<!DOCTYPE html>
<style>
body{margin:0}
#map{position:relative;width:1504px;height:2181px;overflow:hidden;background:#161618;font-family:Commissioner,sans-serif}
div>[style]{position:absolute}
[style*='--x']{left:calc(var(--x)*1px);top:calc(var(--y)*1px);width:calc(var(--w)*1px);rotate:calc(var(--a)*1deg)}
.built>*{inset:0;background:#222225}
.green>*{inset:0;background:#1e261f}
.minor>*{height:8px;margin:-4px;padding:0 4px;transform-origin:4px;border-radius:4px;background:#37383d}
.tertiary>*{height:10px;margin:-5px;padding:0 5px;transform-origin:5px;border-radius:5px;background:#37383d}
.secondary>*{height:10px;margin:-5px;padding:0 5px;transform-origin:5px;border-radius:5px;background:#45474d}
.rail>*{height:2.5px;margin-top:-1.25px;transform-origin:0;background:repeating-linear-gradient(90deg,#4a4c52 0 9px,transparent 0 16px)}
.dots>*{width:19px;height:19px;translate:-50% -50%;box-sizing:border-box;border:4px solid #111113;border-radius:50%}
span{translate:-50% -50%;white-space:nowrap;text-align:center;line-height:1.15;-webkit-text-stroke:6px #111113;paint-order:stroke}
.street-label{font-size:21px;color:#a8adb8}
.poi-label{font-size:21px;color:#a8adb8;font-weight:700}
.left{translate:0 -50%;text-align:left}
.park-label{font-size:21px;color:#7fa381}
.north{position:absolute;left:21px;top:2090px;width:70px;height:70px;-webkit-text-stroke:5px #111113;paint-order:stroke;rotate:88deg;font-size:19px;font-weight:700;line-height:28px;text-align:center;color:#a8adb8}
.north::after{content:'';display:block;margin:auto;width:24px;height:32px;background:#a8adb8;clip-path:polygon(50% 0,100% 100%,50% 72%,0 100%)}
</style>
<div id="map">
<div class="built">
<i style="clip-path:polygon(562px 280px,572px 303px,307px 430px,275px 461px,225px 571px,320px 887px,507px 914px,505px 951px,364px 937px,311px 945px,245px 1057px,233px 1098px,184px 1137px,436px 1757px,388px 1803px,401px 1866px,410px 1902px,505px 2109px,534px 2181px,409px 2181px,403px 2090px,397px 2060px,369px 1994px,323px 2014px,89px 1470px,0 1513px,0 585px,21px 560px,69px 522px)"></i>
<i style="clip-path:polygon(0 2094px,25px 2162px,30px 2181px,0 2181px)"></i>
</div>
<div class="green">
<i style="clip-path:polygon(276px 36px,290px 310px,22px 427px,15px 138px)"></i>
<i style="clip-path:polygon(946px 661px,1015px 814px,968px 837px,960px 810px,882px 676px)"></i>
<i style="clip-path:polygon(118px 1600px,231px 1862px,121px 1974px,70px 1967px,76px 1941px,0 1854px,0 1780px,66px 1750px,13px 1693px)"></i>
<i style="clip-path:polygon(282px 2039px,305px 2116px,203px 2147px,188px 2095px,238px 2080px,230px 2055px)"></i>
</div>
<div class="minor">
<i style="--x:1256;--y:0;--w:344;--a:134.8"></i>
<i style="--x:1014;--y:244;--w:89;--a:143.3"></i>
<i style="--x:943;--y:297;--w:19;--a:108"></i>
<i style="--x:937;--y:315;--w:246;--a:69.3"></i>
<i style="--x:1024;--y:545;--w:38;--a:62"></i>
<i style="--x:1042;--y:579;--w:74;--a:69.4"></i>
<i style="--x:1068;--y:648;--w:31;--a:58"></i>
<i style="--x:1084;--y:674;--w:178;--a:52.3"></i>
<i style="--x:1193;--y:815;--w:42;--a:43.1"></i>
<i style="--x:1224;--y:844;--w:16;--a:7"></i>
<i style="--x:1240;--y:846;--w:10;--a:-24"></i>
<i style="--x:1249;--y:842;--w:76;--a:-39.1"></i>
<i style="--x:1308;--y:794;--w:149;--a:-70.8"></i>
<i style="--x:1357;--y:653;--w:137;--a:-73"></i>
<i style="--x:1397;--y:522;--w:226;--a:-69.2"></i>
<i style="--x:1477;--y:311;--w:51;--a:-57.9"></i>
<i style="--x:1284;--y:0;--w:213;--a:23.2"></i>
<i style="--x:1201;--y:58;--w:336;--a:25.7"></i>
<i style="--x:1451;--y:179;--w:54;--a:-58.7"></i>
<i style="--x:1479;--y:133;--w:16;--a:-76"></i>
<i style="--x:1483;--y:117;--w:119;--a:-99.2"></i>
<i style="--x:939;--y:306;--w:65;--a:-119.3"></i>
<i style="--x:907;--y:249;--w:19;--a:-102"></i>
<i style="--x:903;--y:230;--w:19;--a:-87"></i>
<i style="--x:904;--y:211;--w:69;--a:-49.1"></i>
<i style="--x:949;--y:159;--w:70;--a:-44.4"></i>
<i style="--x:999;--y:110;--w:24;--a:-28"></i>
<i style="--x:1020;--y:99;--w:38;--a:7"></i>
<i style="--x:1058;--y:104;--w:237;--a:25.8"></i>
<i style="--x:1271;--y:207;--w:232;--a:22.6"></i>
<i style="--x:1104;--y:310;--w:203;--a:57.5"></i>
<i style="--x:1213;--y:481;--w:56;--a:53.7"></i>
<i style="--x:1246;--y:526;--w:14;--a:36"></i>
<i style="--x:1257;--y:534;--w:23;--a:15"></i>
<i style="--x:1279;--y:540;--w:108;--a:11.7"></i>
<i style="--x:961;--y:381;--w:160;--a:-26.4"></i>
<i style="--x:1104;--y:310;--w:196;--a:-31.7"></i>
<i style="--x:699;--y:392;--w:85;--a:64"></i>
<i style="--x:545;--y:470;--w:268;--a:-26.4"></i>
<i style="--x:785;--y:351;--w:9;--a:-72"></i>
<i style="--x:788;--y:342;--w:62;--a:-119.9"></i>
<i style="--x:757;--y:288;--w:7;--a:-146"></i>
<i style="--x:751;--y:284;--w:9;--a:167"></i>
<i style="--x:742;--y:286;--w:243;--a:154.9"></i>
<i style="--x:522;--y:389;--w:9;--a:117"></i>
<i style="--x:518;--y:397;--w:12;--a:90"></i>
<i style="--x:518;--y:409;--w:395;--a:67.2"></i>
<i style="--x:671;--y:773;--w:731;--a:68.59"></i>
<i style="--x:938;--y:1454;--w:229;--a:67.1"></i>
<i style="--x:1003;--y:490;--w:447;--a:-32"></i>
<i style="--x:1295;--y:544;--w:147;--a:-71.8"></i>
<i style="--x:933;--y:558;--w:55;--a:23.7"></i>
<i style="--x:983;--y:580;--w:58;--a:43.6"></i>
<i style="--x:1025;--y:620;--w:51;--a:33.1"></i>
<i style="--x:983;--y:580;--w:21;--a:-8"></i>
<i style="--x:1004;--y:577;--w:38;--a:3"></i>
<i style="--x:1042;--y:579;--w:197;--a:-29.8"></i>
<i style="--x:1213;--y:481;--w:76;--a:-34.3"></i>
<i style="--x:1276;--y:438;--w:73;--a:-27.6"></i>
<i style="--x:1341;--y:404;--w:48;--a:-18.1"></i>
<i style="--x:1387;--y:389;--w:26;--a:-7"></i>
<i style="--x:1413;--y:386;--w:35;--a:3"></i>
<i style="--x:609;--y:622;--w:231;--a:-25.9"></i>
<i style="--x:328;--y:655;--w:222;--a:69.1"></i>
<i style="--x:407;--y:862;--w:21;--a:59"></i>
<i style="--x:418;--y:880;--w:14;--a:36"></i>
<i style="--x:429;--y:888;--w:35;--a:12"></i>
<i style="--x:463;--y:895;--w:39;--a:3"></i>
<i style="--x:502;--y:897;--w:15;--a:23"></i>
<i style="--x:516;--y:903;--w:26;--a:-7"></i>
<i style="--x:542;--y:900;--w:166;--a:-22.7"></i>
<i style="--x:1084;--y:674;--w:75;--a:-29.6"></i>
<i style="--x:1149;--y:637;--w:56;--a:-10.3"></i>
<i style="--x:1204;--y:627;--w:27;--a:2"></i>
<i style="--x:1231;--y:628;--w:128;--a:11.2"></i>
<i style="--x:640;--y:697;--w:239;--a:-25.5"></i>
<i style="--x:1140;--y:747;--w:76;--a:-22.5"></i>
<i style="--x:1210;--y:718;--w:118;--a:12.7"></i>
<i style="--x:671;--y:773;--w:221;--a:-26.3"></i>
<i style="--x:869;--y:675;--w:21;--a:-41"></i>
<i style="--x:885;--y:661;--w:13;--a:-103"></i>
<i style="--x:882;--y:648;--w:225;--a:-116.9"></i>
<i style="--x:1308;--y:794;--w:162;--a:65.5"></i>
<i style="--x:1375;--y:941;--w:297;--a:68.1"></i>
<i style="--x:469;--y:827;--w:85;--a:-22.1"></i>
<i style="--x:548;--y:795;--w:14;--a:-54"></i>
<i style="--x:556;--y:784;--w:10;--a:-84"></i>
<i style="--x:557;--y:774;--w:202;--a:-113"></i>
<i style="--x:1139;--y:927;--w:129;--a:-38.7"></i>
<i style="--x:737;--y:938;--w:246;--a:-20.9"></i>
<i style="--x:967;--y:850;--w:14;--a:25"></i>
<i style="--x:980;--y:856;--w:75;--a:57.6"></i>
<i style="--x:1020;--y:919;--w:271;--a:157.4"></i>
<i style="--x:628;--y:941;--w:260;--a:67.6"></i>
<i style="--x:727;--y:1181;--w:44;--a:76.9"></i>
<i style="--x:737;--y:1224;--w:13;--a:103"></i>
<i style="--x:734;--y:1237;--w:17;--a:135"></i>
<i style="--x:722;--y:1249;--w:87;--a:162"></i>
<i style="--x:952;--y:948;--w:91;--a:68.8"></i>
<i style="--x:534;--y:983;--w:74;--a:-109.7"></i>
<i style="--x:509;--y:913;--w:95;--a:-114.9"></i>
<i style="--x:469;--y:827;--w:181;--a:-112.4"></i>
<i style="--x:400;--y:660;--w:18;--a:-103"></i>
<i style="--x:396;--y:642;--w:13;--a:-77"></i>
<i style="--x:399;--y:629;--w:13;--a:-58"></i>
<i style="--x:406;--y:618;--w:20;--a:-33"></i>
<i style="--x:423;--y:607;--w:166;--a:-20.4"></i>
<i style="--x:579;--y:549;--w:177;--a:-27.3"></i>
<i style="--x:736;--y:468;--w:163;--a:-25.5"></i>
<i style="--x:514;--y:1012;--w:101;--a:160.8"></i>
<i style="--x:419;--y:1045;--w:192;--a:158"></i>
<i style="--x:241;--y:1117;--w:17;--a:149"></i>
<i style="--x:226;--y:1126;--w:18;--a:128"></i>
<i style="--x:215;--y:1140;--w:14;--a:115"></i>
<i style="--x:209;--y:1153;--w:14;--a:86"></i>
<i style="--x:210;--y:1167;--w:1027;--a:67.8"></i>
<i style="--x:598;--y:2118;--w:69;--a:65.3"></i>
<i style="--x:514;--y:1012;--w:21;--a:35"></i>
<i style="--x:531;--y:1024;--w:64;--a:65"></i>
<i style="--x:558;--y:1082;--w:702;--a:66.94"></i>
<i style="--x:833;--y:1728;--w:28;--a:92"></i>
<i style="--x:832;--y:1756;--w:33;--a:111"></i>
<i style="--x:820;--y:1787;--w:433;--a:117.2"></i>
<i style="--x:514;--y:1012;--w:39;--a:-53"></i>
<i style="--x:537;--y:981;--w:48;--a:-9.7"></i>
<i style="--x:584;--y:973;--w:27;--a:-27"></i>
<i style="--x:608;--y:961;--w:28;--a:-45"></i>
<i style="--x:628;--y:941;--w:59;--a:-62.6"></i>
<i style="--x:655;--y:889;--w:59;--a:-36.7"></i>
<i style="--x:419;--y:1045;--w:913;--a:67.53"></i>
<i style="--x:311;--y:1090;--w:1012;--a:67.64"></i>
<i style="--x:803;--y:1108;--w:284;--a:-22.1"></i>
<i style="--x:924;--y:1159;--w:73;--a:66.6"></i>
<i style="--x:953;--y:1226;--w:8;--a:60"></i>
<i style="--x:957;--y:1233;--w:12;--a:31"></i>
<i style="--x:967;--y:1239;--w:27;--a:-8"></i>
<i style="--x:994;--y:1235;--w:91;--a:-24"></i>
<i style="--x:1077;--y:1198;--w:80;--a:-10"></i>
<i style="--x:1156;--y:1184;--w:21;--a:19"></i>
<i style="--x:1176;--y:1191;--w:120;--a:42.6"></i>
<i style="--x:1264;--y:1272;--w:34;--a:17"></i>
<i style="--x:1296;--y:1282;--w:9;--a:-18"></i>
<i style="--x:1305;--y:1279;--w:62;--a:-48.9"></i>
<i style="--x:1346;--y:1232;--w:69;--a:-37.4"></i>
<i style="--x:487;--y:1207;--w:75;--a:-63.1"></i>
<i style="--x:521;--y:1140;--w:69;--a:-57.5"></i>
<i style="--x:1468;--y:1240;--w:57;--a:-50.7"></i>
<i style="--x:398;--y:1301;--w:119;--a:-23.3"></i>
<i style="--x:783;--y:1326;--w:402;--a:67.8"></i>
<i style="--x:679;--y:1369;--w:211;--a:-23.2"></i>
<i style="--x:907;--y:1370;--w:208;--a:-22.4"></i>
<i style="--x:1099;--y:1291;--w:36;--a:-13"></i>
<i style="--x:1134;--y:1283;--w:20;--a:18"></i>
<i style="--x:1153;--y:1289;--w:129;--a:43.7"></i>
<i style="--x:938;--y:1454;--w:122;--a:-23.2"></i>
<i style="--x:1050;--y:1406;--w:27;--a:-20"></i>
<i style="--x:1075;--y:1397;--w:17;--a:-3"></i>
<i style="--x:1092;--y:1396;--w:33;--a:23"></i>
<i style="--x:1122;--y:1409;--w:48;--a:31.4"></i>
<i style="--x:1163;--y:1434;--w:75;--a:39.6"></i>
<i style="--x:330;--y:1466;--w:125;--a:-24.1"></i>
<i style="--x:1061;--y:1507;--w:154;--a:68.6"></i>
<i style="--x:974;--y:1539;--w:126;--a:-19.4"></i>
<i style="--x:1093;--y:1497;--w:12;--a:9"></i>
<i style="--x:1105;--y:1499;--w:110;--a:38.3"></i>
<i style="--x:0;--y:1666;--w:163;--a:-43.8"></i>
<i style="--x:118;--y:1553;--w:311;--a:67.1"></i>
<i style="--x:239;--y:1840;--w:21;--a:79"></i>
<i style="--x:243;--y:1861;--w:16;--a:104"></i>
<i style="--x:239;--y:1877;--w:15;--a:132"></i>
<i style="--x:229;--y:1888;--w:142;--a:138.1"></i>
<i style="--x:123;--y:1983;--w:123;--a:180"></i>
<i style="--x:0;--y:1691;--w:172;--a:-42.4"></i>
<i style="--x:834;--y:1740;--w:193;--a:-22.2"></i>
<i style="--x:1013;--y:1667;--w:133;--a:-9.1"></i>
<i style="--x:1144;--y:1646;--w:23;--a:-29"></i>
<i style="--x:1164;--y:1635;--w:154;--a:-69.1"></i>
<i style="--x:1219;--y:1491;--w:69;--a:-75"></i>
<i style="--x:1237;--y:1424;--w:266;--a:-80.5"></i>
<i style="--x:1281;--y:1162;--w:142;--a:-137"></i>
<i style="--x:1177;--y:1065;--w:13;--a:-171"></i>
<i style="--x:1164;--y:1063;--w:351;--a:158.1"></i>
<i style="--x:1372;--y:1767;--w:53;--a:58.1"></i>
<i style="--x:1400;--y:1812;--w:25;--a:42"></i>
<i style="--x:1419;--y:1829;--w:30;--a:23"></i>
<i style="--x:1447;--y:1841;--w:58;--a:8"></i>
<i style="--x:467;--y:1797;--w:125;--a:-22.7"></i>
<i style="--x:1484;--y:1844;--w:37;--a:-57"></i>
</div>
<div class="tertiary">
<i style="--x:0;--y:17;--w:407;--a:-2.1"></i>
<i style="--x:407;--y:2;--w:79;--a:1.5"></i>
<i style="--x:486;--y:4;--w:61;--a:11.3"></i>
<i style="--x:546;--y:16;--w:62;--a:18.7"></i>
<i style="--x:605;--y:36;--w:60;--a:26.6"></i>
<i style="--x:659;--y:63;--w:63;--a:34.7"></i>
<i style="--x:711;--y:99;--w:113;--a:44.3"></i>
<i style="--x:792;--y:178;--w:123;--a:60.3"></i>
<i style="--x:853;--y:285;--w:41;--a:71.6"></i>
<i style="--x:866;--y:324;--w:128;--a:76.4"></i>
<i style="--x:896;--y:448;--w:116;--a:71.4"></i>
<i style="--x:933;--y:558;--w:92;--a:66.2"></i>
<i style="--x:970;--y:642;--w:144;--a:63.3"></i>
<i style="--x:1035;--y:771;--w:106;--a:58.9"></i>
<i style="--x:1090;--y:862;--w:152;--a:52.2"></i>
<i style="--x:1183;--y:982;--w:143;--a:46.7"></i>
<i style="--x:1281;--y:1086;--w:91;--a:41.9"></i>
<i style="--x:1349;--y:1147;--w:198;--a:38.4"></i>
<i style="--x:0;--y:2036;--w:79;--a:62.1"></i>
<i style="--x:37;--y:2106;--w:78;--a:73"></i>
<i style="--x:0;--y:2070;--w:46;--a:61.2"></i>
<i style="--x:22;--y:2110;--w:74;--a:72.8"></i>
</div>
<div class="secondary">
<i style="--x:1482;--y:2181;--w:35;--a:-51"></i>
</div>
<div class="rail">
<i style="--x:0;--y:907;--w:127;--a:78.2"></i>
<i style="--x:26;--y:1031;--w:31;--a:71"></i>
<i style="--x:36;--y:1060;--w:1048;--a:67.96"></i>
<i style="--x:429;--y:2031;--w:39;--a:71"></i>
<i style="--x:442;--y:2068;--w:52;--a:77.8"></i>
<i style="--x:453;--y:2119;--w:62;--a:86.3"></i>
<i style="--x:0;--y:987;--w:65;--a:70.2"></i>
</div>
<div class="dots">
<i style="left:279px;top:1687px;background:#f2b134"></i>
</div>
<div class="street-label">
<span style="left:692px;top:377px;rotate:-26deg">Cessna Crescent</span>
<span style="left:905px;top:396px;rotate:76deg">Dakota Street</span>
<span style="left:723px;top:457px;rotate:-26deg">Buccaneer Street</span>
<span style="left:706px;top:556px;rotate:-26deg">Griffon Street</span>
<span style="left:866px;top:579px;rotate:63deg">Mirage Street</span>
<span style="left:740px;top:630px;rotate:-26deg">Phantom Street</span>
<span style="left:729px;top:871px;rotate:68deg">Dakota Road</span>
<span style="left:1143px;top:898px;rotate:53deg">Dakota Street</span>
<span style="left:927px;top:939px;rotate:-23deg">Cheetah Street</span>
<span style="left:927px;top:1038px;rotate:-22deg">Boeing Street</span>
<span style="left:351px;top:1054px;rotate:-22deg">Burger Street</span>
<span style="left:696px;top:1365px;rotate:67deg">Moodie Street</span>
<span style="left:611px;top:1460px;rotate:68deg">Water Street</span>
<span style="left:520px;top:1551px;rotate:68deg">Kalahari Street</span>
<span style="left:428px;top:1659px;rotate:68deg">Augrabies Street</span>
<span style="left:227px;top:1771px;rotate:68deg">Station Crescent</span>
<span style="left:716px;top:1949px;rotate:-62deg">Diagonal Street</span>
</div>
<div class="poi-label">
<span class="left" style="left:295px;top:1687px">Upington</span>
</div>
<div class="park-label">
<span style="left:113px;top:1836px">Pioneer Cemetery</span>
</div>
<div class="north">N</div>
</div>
:::
== What to work on ==
Throughout the records above, find the lines in which the word "inset" appears and return them.

== Answer ==
.built>*{inset:0;background:#222225}
.green>*{inset:0;background:#1e261f}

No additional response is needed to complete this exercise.